4. Setup GCP BigQuery

4.1 Create a GCP Project

  1. Sign in to your Google Cloud Console at https://console.cloud.google.com/
  2. Click on the project dropdown at the top of the page
  3. Click on "New Project"
  4. Enter a project name (e.g., wwi-data-platform) and select an organization if applicable
  5. Click "Create"

After creating the project, here's what the console looks like:

gcp-console

4.2 Enable the BigQuery API

  1. Go to the API Library in the Google Cloud Console
  2. Search for "BigQuery API"
  3. Click on "BigQuery API" in the results
  4. Click "Enable"

bigquery-api-enabled

4.3 Create Service Account Credentials

  1. Navigate to "IAM & Admin" > "Service Accounts" from the sidebar
  2. Click "Create Service Account"
  3. Enter a service account name (e.g., wwi-bigquery-sa) and description
  4. Click "Create and Continue"
  5. Assign the following roles:
    • BigQuery Admin
    • BigQuery Data Editor
    • BigQuery Job User
  6. Click "Continue" and then "Done"
  7. In the Service Accounts list, find your newly created service account
  8. Click the three dots in the Actions column and select "Manage keys"
  9. Click "Add Key" > "Create new key"
  10. Select JSON as the key type and click "Create"
  11. The key file will be automatically downloaded to your computer

After having the key file, you should save it in a secure location. This key file will be used to authenticate your Python client to interact with BigQuery.

Important

Do not share or commit the key file.

Authenticate with the created service account key:

gcloud auth activate-service-account --key-file=service-account-key.json

The console should show this:

Activated service account credentials for: [<service-account-email>]

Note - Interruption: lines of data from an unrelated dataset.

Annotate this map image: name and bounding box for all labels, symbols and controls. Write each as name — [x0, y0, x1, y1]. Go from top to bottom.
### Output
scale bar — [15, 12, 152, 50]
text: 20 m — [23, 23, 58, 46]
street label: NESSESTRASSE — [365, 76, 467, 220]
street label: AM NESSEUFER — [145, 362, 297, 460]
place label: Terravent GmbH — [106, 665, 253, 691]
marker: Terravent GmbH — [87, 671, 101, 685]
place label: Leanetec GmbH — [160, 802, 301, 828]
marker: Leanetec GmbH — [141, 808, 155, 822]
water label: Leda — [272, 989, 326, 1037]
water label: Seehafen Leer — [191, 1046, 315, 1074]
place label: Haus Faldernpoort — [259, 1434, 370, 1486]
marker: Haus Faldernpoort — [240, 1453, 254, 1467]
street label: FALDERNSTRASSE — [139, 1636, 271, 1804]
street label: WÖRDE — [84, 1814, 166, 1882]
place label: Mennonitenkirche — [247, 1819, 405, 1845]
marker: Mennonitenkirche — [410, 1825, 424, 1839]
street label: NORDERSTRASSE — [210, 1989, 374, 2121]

4.4 Configure Local Environment

Add the following environment variables:

# GCP Configuration
GOOGLE_APPLICATION_CREDENTIALS=/path/to/your/service-account-key.json
GCP_PROJECT_ID=your-project-id

4.5 Create BigQuery Datasets

  1. In the Google Cloud Console, navigate to BigQuery

  2. Click on your project ID in the Explorer panel

  3. Click "Create Dataset"

  4. Create the following datasets with the appropriate settings:

    Raw Layer

    • Dataset ID: raw
    • Data location: Choose a region close to you (e.g., us-central1)
    • Click "Create dataset"

    Staging Layer

    • Dataset ID: staging
    • Data location: Same as raw layer
    • Click "Create dataset"

    Analytics Layer

    • Dataset ID: analytics
    • Data location: Same as raw layer
    • Click "Create dataset"

Data Catalog

Dataset Overview

Wide World Importers (WWI) is a wholesale novelty goods importer and distributor operating from the San Francisco bay area.

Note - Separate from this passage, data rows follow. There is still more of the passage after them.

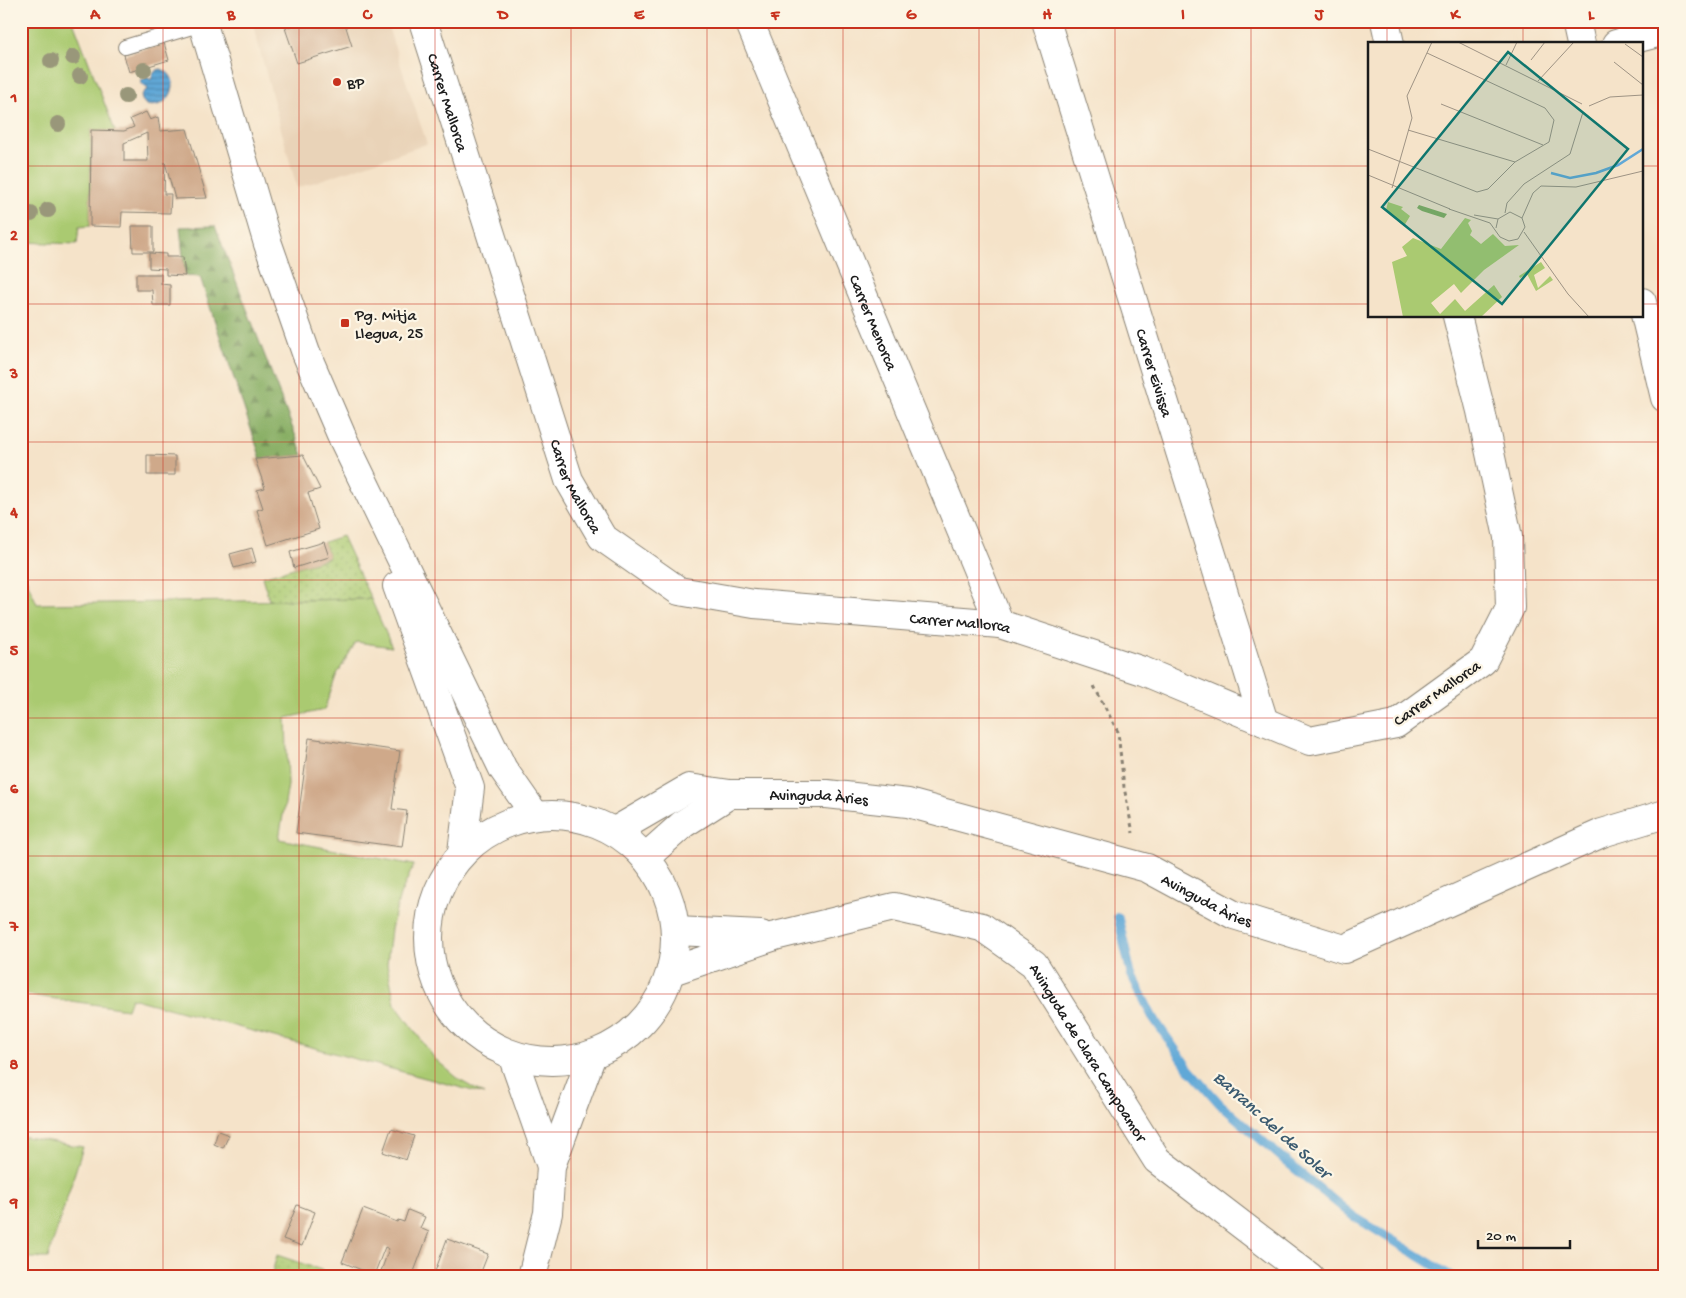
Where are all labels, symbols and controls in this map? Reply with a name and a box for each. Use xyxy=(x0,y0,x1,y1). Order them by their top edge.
text: A xyxy=(89,7,101,26)
text: B xyxy=(226,7,236,26)
text: C xyxy=(362,7,373,26)
text: D xyxy=(496,7,509,26)
text: E xyxy=(634,7,645,26)
text: F xyxy=(770,7,781,26)
text: G xyxy=(906,7,917,26)
text: H xyxy=(1042,7,1052,26)
text: I xyxy=(1181,7,1185,26)
text: J xyxy=(1314,7,1325,26)
text: K xyxy=(1450,7,1462,26)
text: L xyxy=(1588,7,1595,26)
inset map xyxy=(1368,42,1644,318)
street label: Carrer Mallorca xyxy=(421,52,470,156)
marker: BP xyxy=(331,76,343,88)
place label: BP xyxy=(346,76,364,95)
text: 1 xyxy=(10,90,17,109)
text: 2 xyxy=(10,228,18,247)
street label: Carrer Menorca xyxy=(843,273,900,375)
place label: Pg. Mitja Llegua, 25 xyxy=(354,308,423,345)
marker: Pg. Mitja Llegua, 25 xyxy=(339,317,351,329)
street label: Carrer Eivissa xyxy=(1129,327,1175,421)
text: 3 xyxy=(9,366,18,385)
street label: Carrer Mallorca xyxy=(544,438,604,539)
text: 4 xyxy=(9,505,18,524)
street label: Carrer Mallorca xyxy=(909,611,1014,640)
text: 5 xyxy=(10,643,19,662)
street label: Carrer Mallorca xyxy=(1391,657,1486,732)
text: 6 xyxy=(10,781,19,800)
street label: Avinguda Àries xyxy=(769,788,870,812)
street label: Avinguda Àries xyxy=(1157,871,1254,933)
text: 7 xyxy=(9,919,19,938)
street label: Avinguda de Clara Campoamor xyxy=(1023,961,1150,1147)
text: 8 xyxy=(10,1057,19,1076)
water label: Barranc del de Soler xyxy=(1208,1068,1337,1186)
text: 9 xyxy=(9,1195,18,1214)
scale bar xyxy=(1478,1218,1571,1250)
text: 20 m xyxy=(1486,1228,1516,1246)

As a wholesaler, WWI's customers are mostly companies who resell to individuals. WWI sells to retail customers across the United States including specialty stores, supermarkets, computing stores, tourist attraction shops, and some individuals. WWI also sells to other wholesalers via a network of agents who promote the products on WWI's behalf. While all of WWI's customers are currently based in the United States, the company is intending to push for expansion into other countries/regions.

WWI buys goods from suppliers including novelty and toy manufacturers, and other novelty wholesalers. They stock the goods in their WWI warehouse and reorder from suppliers as needed to fulfill customer orders. They also purchase large volumes of packaging materials, and sell these in smaller quantities as a convenience for the customers.

Recently WWI started to sell a variety of edible novelties such as chilly chocolates. The company previously didn't have to handle chilled items. Now, to meet food handling requirements, they must monitor the temperature in their chiller room and any of their trucks that have chiller sections.

1. Workflow for warehouse stock items

The typical flow for how items are stocked and distributed is as follows:

  • WWI creates purchase orders and submits the orders to the suppliers.
  • Suppliers send the items, WWI receives them and stocks them in their warehouse.
  • Customers order items from WWI
  • WWI fills the customer order with stock items in the warehouse, and when they don't have sufficient stock, they order the additional stock from the suppliers.
  • Some customers don't want to wait for items that aren't in stock. If they order say five different stock items, and four are available, they want to receive the four items and backorder the remaining item. The item would then be sent later in a separate shipment.
  • WWI invoices customers for the stock items, typically by converting the order to an invoice.
  • Customers might order items that aren't in stock. These items are backordered.
  • WWI delivers stock items to customers either via their own delivery vans, or via other couriers or freight methods.
  • Customers pay invoices to WWI.
  • Periodically, WWI pays suppliers for items that were on purchase orders. This is often sometime after they've received the goods.

2. Data warehouse and analysis workflow

While the team at WWI use SQL Server Reporting Services to generate operational reports from the WideWorldImporters database, they also need to perform analytics on their data and need to generate strategic reports. The team have created a dimensional data model in a database WideWorldImportersDW. This database is populated by an Integration Services package.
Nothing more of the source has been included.